Western countries still enjoy an important asset: the support of ordinary Afghans who have no desire to return to the harshness of Taliban rule or to the civil wars of the past. Recent polls (see chart) show that Afghans are much more strongly in favour of foreign forces than Iraqis. However, growing insecurity and civilian casualties in air raids are eroding the West's position, especially in the south.
Western opinion is just as important. Gordon Brown, Britain's prime minister, was right to announce on December 12th his plan for “Afghanisation” of the military campaign, gradually focusing more on mentoring and training Afghan forces and economic development. He said an effort would be made both locally to recruit armed village guards and encourage Taliban to give up their weapons, and regionally to improve co-operation.
Given the shortage of Western troops, Afghanistan's best hope lies in expanding and improving its own forces. Afghan soldiers are respected both as symbols of the nation and as tough fighters; but the Afghan army, which will grow to 70,000 next year, needs to be greatly increased [emphasis added]. For years it will need to be partnered with Western units able to provide close air support, transport and medical evacuations. It makes sense to give ISAF more of an Afghan complexion, with plans to appoint an Afghan general to help co-ordinate operations. The Afghan police will need even more money and training. Once again it is America that has taken on the main burden of training the police, while Europe's effort has been half-hearted.
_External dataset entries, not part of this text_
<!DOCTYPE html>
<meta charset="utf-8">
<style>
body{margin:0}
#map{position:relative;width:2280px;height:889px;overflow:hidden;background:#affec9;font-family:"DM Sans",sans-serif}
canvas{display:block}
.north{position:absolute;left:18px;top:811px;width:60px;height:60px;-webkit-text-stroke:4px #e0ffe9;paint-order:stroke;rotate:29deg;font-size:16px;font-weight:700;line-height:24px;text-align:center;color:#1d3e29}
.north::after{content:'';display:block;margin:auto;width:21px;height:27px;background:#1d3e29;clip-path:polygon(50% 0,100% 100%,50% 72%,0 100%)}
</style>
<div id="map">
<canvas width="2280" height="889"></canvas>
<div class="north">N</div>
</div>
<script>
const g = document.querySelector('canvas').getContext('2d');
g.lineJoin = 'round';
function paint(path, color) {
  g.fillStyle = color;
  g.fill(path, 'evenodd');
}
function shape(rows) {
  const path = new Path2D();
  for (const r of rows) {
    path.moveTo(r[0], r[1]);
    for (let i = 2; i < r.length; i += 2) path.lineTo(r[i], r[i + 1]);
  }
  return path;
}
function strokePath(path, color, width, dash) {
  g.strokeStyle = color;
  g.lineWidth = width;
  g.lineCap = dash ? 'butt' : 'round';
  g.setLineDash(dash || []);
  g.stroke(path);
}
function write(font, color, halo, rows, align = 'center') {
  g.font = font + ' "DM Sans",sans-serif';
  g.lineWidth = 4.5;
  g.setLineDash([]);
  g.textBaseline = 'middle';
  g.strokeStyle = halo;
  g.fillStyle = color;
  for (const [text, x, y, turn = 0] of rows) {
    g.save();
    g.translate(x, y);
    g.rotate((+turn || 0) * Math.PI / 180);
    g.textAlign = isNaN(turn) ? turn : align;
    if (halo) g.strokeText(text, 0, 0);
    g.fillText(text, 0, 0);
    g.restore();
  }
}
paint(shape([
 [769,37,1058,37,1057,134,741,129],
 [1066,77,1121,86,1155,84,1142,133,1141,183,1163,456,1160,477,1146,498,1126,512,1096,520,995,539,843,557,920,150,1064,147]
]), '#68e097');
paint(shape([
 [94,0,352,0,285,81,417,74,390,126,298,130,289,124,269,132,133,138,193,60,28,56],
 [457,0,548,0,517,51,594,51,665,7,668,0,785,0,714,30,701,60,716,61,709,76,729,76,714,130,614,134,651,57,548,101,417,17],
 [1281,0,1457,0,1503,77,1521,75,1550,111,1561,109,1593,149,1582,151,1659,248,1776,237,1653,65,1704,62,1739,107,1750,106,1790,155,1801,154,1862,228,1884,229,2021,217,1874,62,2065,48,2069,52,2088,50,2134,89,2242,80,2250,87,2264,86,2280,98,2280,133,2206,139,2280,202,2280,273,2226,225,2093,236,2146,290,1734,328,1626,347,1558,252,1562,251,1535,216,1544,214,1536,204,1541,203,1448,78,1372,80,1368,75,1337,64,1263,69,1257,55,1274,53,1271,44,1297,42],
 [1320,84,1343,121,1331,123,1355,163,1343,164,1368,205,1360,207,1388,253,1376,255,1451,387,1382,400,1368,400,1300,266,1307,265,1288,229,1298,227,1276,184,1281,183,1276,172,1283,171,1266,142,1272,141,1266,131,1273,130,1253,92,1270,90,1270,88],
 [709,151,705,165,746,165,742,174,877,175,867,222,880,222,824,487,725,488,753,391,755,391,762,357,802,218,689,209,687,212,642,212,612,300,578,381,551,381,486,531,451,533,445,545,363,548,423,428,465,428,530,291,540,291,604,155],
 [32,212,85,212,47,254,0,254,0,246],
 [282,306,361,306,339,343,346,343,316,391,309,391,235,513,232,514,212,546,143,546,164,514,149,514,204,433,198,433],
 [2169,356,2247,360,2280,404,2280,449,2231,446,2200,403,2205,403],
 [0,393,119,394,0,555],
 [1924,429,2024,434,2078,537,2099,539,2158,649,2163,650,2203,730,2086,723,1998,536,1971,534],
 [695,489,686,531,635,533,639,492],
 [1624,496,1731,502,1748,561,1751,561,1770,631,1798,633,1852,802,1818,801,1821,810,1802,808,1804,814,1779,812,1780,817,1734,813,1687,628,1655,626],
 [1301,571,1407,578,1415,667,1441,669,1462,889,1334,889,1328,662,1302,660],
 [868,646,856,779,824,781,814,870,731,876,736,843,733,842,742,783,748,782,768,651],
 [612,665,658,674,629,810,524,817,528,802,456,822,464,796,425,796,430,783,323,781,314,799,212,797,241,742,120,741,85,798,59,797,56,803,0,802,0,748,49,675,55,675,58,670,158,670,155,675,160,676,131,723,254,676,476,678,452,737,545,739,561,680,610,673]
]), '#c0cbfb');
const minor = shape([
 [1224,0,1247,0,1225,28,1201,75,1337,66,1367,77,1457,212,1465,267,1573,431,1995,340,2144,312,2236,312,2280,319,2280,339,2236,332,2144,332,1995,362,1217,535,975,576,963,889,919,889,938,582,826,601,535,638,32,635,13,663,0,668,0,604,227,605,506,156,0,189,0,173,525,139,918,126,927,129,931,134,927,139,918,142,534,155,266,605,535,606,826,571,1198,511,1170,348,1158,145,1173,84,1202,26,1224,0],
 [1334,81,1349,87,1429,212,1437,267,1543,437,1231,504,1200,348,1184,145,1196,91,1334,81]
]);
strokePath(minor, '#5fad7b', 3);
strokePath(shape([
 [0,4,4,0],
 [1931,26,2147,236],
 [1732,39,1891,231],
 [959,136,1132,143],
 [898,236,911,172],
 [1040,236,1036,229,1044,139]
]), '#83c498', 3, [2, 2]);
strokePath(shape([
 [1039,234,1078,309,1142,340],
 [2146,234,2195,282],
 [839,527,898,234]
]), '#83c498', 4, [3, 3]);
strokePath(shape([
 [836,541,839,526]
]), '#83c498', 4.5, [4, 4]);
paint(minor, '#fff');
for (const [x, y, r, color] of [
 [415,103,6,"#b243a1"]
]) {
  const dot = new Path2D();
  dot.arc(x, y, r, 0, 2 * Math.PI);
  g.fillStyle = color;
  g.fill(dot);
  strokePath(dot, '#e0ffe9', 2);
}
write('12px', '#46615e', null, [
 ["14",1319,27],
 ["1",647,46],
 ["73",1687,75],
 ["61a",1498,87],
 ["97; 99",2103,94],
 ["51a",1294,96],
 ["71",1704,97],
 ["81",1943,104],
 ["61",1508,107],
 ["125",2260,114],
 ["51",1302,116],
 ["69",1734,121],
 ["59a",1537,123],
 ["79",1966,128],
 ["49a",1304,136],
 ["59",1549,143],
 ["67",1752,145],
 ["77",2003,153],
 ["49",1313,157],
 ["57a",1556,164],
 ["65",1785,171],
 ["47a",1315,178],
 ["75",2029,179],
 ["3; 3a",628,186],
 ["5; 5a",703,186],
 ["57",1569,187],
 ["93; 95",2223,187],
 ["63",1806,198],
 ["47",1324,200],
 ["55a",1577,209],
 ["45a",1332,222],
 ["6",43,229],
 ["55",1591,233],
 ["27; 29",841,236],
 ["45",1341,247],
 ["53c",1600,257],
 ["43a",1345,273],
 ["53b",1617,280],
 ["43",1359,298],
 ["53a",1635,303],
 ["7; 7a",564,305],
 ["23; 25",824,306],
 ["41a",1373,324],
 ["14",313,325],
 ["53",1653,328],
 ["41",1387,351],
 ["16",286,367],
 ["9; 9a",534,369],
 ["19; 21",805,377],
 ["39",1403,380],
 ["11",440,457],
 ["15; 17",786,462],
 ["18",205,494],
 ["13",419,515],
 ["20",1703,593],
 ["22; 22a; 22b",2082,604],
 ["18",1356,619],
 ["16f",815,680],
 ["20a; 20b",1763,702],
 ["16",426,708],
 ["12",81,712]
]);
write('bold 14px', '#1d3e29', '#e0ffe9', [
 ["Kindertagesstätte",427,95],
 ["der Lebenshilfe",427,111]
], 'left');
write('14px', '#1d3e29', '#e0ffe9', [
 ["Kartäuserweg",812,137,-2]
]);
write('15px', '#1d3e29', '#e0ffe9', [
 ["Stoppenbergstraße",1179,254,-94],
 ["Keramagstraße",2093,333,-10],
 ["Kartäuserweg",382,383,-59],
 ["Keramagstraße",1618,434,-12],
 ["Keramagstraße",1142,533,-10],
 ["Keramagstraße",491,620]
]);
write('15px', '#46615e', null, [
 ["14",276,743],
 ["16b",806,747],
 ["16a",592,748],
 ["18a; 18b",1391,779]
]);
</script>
Above all the Afghan government—particularly in the provinces and districts—needs to be made more effective. Mr Karzai complains that he gets too much contradictory advice from the 40-odd allies in ISAF. The appointment of a strong international civil co-ordinator to energise the reconstruction effort, and even to give political direction for the military campaign, is long overdue [emphasis added].
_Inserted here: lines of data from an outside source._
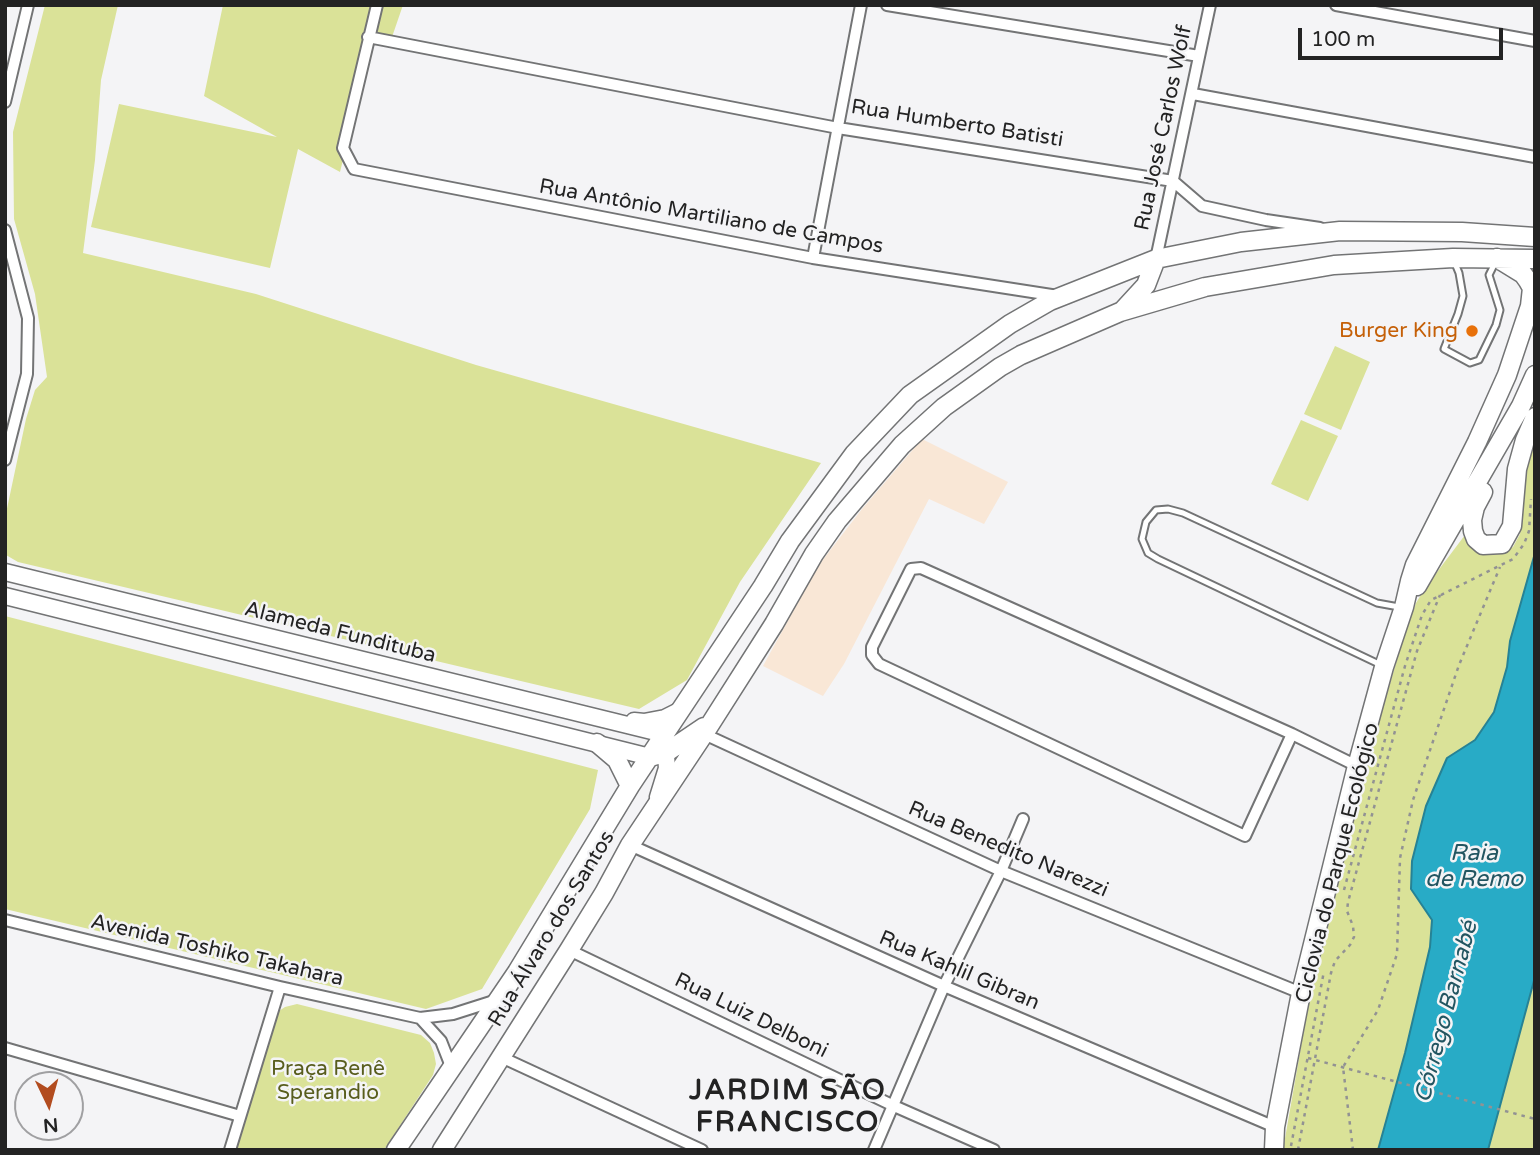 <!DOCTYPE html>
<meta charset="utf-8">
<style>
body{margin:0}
#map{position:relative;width:1540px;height:1155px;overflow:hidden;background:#f4f4f6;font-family:"Varela Round",sans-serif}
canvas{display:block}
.frame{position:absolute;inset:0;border:7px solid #232323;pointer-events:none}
.north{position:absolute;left:14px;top:1071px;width:70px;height:70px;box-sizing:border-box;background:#f4f4f6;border:2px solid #a0a0a2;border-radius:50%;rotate:175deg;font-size:19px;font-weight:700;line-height:28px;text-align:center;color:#232323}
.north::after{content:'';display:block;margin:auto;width:24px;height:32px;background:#b24c1f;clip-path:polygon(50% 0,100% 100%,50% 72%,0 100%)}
.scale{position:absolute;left:1298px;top:28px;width:205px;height:32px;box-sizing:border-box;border:4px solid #232323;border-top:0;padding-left:9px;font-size:21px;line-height:24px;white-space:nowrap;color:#232323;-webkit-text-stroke:5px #f4f4f6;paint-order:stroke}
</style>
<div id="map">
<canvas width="1540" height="1155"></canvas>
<div class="frame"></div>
<div class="north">N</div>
<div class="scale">100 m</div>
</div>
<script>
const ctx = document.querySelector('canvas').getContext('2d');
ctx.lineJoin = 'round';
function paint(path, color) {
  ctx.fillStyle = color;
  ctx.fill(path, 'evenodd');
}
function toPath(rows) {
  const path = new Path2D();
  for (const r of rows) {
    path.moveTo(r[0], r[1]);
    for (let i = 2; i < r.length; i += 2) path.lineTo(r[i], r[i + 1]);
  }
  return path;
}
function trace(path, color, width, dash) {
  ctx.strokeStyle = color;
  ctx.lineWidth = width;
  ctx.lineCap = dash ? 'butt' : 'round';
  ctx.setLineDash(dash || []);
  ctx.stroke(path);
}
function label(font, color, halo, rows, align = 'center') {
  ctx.font = font + ' "Varela Round",sans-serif';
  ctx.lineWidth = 5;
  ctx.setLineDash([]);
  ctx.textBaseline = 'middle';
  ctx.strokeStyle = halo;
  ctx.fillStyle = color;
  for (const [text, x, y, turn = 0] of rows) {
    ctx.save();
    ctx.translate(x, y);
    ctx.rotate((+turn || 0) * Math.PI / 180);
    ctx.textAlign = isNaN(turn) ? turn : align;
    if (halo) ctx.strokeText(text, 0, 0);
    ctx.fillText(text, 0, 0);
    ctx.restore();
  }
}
paint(toPath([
 [922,439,1008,482,984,524,929,499,844,664,823,696,763,666,818,566,862,509]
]), '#f9e7d6');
paint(toPath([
 [45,5,118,5,101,80,95,160,83,253,256,294,476,365,821,463,740,582,687,680,639,709,18,562,6,555,5,518,26,419,35,390,47,377,35,294,14,219,13,132],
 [223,5,381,5,340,172,298,149,270,268,91,227,119,104,277,137,204,96],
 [383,5,403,5,392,37,376,33],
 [1335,346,1370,362,1341,430,1304,414],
 [1301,420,1338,436,1308,501,1271,484],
 [1535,438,1535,1150,1283,1150,1315,966,1361,782,1404,636,1416,603,1425,588,1465,535,1473,548,1483,554,1500,554,1513,547,1520,534,1526,463],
 [5,616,598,770,590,809,482,989,426,1009,5,909],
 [297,1004,421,1035,430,1043,434,1053,436,1064,433,1075,384,1150,236,1150,276,1013,285,1007]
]), '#dae298');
const water = toPath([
 [1535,553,1535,977,1488,1150,1378,1150,1405,1053,1430,947,1432,920,1411,889,1412,861,1426,806,1447,758,1475,740,1494,712,1507,667,1510,641,1535,553]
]);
paint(water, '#28abc6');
trace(water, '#268295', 2);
const lane = toPath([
 [1454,261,1459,273,1463,296,1458,314,1444,349,1470,363,1479,360,1496,325,1500,310,1489,275,1495,263],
 [1381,665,1158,559,1148,553,1142,539,1146,522,1156,510,1168,509,1183,513,1377,603,1399,607]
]);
const street = toPath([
 [377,5,343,148,354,169,813,258,1058,296],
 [887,5,1199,56],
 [1336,5,1535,41],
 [368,37,838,128,1173,181,1202,206,1266,220,1320,228],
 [1193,94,1535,157],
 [5,102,28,5],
 [5,230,28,318,27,374,5,460],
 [813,258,861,5],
 [1156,259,1210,5],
 [704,734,1001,871,1301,993],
 [1292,734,1245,836,879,664,872,655,872,647,911,569,921,568,1292,734,1357,766],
 [630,845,944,986,1275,1127],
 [5,920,280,987,420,1018,453,1014,497,1000],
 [569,950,894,1106,994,1150],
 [420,1018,441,1041,452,1069],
 [5,1048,240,1116],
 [501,1057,702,1150],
 [230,1150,280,987],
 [874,1150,944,986,1001,871,1023,819]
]);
const secondary = toPath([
 [5,572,664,734,667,768,658,797],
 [5,596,650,757],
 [634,721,644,722,665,718,681,710]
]);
const primary = toPath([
 [1123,310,1146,285,1156,259],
 [1483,492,1475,507,1472,520,1473,531,1476,539,1483,545,1502,544,1512,526,1517,469,1525,440,1535,417],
 [1417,586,1521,406,1535,375],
 [597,743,617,760,630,786],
 [650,757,667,752,704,727],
 [396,1150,517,972,630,786,763,586,790,541,854,454,910,395,1010,324,1050,301,1156,259,1241,242,1340,231,1462,232,1535,237],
 [442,1150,569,950,604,893,630,845,704,734,774,624,814,554,837,521,902,445,944,407,1000,367,1021,355,1120,312,1205,287,1334,265,1453,258,1535,259],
 [1274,1150,1275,1127,1301,993,1357,766,1384,667,1404,607,1410,581,1415,565,1477,442,1507,375,1530,306,1532,288,1528,281,1523,274,1497,258]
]);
trace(lane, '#737475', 9);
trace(street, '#737475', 14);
trace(secondary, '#737475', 19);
trace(primary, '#737475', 21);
trace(toPath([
 [1344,890,1405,666,1422,615,1431,600,1513,559,1524,544,1529,531,1531,499],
 [1308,1058,1535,1119],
 [1291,1146,1324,971],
 [1298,1150,1331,973,1335,961,1350,945,1354,937,1353,926,1347,911,1348,902,1417,651,1440,595],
 [1353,1150,1343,1067,1378,1010,1397,954,1400,858,1413,800,1459,665,1500,567]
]), '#929293', 2.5, [3.5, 5]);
trace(lane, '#fff', 5);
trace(street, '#fff', 10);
trace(secondary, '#fff', 16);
trace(primary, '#fff', 18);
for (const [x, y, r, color] of [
 [1472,331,7,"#e8710a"]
]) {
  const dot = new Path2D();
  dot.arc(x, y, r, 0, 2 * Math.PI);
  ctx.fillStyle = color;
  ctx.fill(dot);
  trace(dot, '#f4f4f6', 2.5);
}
label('21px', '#232323', '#f4f4f6', [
 ["Rua Humberto Batisti",957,124,9],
 ["Rua José Carlos Wolf",1164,128,-78],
 ["Rua Antônio Martiliano de Campos",711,217,10],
 ["Alameda Fundituba",340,633,14],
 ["Rua Benedito Narezzi",1008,850,23],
 ["Ciclovia do Parque Ecológico",1338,863,-76],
 ["Rua Álvaro dos Santos",552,929,-59],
 ["Avenida Toshiko Takahara",217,951,13],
 ["Rua Kahlil Gibran",959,971,23],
 ["Rua Luiz Delboni",751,1016,26]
]);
label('21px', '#c56008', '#f4f4f6', [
 ["Burger King",1458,331]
], 'right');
label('21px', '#585d1d', '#f4f4f6', [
 ["Praça Renê",328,1069],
 ["Sperandio",328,1093]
]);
label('italic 23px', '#225561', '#f4f4f6', [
 ["Raia",1474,854],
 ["de Remo",1474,880],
 ["Córrego Barnabé",1447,1012,-75]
]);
ctx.letterSpacing = '2px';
label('bold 28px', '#232323', '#f4f4f6', [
 ["JARDIM SÃO",788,1092],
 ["FRANCISCO",788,1124]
]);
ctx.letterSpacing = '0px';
</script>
Paddy Ashdown, the British politician and former soldier who served as the international overseer of Bosnia, is the leading candidate to become the new UN chief. He should also be “double-hatted” as the NATO civilian representative (and perhaps also as the European envoy). Some worry that such a “super-envoy” would either undermine the authority of Mr Karzai, or be ineffective because of American predominance. There are risks in a foreigner meddling in Afghanistan's intricate tribal power game. But the bigger risk is to leave Afghanistan violently adrift.